Sólo él sabe peinarme el flequillo,
ni yo misma lo hago tan bien.
Me lo arregla después de girar la esquina
de una calle del barrio antiguo
en una noche de viento.
También cuando me despierto por la mañana.
Y después de que él mismo lo desordene
-ésa es mi vez favorita-.
Me abrigo fatal,
soy un desastre con los cambios de estación.
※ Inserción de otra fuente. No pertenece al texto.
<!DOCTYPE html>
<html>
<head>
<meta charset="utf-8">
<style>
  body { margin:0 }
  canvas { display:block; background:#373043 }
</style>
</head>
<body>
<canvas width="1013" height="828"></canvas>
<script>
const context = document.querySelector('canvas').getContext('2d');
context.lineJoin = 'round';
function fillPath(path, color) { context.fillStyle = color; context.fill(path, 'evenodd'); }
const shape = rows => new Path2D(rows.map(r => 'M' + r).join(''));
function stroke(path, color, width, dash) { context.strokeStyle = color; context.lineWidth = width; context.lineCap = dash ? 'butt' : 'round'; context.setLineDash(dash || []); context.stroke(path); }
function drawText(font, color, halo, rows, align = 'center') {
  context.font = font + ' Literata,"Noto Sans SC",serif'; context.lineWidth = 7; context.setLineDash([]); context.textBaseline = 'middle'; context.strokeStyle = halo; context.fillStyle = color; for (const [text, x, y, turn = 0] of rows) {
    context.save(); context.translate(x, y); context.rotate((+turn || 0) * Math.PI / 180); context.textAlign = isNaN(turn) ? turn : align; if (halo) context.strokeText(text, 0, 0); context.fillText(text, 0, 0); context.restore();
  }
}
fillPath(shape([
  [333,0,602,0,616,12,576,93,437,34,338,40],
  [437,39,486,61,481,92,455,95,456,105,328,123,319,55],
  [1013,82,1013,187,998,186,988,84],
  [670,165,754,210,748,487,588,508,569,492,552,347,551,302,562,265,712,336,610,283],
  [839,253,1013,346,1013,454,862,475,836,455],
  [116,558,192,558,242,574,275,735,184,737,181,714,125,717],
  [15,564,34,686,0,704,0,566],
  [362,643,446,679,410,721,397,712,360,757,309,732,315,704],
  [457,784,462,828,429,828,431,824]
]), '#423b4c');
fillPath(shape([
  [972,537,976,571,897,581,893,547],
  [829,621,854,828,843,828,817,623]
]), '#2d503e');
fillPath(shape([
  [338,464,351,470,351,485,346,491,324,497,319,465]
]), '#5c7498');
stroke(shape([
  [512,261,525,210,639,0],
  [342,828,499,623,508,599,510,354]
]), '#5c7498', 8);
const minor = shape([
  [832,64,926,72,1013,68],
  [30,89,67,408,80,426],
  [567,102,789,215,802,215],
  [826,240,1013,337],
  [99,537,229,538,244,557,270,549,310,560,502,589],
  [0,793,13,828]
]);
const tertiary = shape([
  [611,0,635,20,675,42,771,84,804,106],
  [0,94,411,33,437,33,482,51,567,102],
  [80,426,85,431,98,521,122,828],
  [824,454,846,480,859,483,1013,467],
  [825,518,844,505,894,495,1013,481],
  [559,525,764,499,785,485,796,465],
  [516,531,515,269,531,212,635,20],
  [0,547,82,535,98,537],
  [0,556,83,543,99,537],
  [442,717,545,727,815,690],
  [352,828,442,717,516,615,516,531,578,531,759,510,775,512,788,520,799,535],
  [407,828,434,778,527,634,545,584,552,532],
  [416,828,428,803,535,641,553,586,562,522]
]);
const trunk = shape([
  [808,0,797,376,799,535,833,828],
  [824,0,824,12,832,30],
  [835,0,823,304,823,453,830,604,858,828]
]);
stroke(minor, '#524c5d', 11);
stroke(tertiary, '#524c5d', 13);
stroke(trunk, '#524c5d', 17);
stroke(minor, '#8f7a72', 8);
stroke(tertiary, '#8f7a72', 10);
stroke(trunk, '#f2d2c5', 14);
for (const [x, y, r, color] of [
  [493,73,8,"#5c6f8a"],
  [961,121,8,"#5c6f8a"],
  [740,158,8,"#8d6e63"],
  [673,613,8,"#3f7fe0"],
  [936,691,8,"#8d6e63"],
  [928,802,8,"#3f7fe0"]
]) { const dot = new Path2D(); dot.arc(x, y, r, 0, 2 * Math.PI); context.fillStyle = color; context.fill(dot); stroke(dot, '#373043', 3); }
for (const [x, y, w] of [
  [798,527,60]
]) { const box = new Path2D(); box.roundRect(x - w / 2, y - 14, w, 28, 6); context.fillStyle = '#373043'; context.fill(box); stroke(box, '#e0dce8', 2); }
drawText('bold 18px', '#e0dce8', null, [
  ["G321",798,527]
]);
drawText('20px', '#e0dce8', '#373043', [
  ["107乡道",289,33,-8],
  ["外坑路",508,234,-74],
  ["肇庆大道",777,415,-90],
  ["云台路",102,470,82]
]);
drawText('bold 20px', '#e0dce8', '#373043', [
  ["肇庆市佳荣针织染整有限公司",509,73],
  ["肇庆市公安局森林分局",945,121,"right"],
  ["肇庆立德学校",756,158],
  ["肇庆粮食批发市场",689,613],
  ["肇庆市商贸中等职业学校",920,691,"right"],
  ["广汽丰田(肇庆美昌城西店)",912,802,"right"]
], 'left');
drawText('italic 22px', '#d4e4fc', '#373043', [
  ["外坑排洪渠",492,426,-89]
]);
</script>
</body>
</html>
Pero él tiene una chaqueta vaquera
que es como la calefacción central
del iglú de una familia de esquimales;
y me la deja a mí.
A mí…
Tengo una sonrisa que es suya,
porque aunque esté en mi cara
y estos dientes torcidos sean con los que muerdo yo,
la sonrisa es de quien la provoca.
Así que mi sonrisa es suya.
Toda:
desde los colmillos que le enseño enamorada e inofensiva
hasta las muelas que aprieto cuando le gruño de broma.
Soy y estoy feliz
y se me nota,
qué cara de boba frente al espejo
qué bofetón me daría.
Pero las fuerzas del guantazo
las gasto en besarle a él.
A la mierda los parpadeos,
no quiero perderme ni una décima de segundo suya.
Sabe a almendras caseras
y a cerveza.
Es mi refugio
mi casa del árbol
él único que quiero que me sople el jabón de los ojos.
Un faro que
aunque esté apagado
consigue guiarme al puerto más cercano:
me cuida hasta cuando duerme.
Sólo tengo miedo de que un día
deje de querer peinarme el flequillo.
Me ha atrapado
y no pienso hacer nada para salir de sus arenas movedizas.